Task item. Scan the material and copy out each line where the word "margin" occurs.

►

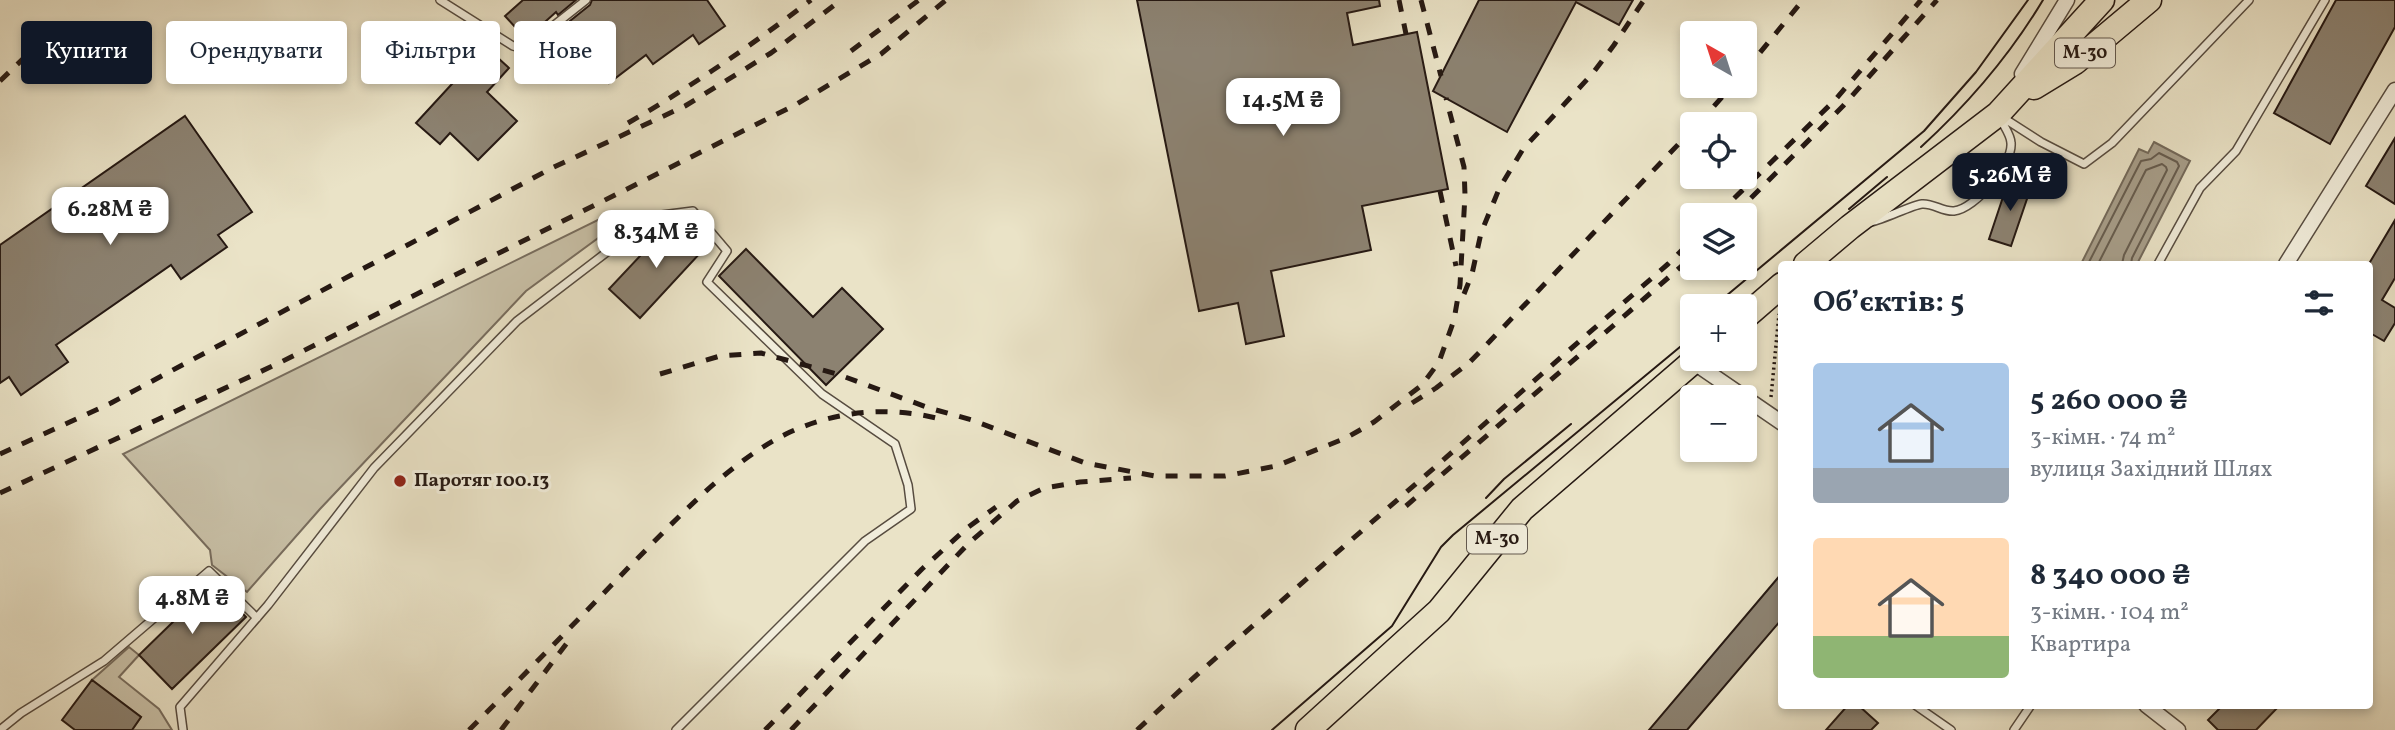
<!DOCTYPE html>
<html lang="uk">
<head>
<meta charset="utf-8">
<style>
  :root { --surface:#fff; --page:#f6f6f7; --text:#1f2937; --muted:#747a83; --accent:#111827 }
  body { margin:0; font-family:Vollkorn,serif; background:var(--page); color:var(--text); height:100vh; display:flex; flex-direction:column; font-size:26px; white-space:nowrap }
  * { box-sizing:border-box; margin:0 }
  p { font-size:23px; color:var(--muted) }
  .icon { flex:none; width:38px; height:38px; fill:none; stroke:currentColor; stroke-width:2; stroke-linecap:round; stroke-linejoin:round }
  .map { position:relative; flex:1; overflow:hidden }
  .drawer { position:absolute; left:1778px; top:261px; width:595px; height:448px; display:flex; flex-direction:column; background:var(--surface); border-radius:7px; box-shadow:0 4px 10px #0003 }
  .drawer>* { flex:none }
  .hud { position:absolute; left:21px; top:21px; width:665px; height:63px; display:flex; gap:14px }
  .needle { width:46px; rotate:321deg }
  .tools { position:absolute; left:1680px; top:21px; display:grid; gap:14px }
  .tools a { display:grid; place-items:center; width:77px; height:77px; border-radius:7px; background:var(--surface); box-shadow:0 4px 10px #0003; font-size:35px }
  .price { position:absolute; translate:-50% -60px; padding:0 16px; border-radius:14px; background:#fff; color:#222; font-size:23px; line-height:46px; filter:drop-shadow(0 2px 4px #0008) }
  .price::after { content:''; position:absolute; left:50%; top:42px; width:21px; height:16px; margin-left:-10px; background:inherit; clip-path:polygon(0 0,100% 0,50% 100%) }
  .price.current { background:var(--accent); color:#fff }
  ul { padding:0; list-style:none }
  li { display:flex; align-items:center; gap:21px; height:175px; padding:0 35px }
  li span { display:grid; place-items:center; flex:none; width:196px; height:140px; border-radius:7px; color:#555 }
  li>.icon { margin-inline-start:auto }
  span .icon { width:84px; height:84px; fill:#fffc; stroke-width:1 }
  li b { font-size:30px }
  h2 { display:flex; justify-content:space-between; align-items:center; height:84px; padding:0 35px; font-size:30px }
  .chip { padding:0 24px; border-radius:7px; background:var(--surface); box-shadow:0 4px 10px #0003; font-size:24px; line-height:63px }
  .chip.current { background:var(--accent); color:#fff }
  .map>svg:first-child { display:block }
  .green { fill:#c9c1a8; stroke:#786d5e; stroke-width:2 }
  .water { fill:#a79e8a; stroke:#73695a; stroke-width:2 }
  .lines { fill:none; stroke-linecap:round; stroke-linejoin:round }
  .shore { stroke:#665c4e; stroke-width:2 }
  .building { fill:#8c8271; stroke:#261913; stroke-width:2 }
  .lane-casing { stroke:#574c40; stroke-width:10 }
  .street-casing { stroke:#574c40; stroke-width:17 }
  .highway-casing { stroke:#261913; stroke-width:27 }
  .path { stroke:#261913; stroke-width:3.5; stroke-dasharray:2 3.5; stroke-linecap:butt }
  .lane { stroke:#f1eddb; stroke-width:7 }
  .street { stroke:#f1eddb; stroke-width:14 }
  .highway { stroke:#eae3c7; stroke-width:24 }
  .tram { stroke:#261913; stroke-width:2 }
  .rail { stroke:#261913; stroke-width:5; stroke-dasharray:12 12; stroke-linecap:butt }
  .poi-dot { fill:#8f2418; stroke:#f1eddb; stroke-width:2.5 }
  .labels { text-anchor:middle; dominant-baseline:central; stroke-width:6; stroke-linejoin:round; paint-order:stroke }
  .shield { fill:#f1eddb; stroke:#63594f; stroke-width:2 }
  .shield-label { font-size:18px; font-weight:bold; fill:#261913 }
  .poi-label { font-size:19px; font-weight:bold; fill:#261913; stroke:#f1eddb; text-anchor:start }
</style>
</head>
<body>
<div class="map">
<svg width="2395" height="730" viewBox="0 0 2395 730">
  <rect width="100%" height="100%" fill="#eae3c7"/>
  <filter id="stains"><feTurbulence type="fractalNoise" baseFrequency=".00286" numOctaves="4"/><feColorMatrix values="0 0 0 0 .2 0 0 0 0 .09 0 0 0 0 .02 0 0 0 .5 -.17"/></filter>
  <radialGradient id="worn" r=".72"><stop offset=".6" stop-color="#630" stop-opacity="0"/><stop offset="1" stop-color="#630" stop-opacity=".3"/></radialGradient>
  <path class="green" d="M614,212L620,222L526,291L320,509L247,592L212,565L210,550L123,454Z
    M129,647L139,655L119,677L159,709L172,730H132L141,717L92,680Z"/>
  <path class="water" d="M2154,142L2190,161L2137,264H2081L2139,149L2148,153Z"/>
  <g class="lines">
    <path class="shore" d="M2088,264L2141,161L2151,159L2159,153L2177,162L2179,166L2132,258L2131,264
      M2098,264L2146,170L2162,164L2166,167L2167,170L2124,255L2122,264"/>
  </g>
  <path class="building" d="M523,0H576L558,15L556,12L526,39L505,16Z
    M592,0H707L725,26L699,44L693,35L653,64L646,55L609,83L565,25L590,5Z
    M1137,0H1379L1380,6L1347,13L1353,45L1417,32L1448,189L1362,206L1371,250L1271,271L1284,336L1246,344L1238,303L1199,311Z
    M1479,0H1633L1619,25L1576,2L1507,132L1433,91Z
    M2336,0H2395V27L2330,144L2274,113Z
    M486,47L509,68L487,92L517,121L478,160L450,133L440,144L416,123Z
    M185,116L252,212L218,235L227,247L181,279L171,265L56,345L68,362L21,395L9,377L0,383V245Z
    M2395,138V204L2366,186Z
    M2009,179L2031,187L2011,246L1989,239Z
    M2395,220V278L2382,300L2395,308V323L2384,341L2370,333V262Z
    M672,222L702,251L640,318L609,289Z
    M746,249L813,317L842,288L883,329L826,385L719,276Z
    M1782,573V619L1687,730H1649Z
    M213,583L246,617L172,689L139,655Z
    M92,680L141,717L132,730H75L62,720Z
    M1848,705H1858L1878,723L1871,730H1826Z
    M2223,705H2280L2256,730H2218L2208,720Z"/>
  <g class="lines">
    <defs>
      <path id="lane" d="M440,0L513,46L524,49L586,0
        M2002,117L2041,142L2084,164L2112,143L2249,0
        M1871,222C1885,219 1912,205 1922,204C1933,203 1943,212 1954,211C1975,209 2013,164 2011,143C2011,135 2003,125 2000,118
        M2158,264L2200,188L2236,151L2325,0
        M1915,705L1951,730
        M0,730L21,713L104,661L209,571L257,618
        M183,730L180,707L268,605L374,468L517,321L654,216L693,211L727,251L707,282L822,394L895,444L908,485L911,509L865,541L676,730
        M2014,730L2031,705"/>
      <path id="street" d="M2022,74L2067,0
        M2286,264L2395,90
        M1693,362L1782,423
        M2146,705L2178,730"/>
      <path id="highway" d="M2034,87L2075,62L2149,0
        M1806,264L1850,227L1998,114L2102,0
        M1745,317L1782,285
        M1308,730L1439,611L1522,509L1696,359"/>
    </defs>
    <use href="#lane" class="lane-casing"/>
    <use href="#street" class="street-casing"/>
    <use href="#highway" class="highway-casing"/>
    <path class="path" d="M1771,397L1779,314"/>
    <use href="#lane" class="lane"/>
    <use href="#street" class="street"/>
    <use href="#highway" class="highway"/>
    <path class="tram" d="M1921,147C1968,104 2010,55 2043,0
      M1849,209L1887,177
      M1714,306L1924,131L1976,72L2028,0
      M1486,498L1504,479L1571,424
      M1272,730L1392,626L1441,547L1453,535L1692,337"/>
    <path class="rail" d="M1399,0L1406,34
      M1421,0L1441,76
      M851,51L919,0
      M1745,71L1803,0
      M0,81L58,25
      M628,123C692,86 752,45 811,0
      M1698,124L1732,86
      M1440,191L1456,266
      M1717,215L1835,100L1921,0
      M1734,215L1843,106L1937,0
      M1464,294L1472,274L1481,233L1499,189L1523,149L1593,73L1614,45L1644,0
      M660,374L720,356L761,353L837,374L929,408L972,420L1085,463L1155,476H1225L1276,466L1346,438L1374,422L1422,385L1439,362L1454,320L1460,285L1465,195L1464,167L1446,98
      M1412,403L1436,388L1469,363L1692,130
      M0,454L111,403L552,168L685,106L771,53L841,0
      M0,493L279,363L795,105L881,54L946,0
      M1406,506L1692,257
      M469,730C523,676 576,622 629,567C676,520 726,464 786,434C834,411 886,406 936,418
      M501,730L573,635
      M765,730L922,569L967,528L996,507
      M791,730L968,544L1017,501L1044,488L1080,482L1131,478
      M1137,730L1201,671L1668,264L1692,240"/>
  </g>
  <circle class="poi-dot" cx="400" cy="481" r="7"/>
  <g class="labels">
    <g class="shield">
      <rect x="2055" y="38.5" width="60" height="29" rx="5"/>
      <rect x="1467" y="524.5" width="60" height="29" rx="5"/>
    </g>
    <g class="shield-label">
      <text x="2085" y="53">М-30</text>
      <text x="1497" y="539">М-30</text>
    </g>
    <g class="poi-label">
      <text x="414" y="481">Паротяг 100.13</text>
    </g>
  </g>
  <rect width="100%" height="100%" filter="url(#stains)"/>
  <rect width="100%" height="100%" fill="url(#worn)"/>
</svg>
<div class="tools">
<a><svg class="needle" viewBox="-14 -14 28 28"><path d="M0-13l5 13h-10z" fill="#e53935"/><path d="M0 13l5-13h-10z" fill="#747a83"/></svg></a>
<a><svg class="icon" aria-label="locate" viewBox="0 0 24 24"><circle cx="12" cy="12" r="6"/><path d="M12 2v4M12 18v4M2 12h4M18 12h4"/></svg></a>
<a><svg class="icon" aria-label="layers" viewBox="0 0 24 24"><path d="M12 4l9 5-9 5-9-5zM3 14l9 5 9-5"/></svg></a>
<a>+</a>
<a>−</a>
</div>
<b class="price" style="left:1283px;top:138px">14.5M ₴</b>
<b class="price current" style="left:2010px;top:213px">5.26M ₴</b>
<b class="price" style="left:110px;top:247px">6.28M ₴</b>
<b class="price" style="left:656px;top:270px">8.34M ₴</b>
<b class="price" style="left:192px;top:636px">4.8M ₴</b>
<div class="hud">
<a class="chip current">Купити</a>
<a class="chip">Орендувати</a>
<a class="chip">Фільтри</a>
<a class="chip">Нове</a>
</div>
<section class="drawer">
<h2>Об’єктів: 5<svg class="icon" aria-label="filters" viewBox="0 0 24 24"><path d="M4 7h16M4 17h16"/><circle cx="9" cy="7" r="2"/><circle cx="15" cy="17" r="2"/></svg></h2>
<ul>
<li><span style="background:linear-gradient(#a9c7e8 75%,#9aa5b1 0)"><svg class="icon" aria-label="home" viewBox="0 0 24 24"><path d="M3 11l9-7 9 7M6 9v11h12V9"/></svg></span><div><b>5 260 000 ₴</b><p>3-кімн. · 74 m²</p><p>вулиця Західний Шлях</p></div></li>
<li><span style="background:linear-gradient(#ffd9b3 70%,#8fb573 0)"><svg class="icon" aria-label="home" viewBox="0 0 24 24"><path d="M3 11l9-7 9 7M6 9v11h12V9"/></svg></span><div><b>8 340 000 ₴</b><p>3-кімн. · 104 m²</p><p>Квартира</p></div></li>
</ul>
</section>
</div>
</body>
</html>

◄

Result.
  body { margin:0; font-family:Vollkorn,serif; background:var(--page); color:var(--text); height:100vh; display:flex; flex-direction:column; font-size:26px; white-space:nowrap }
  * { box-sizing:border-box; margin:0 }
  .price::after { content:''; position:absolute; left:50%; top:42px; width:21px; height:16px; margin-left:-10px; background:inherit; clip-path:polygon(0 0,100% 0,50% 100%) }
  li>.icon { margin-inline-start:auto }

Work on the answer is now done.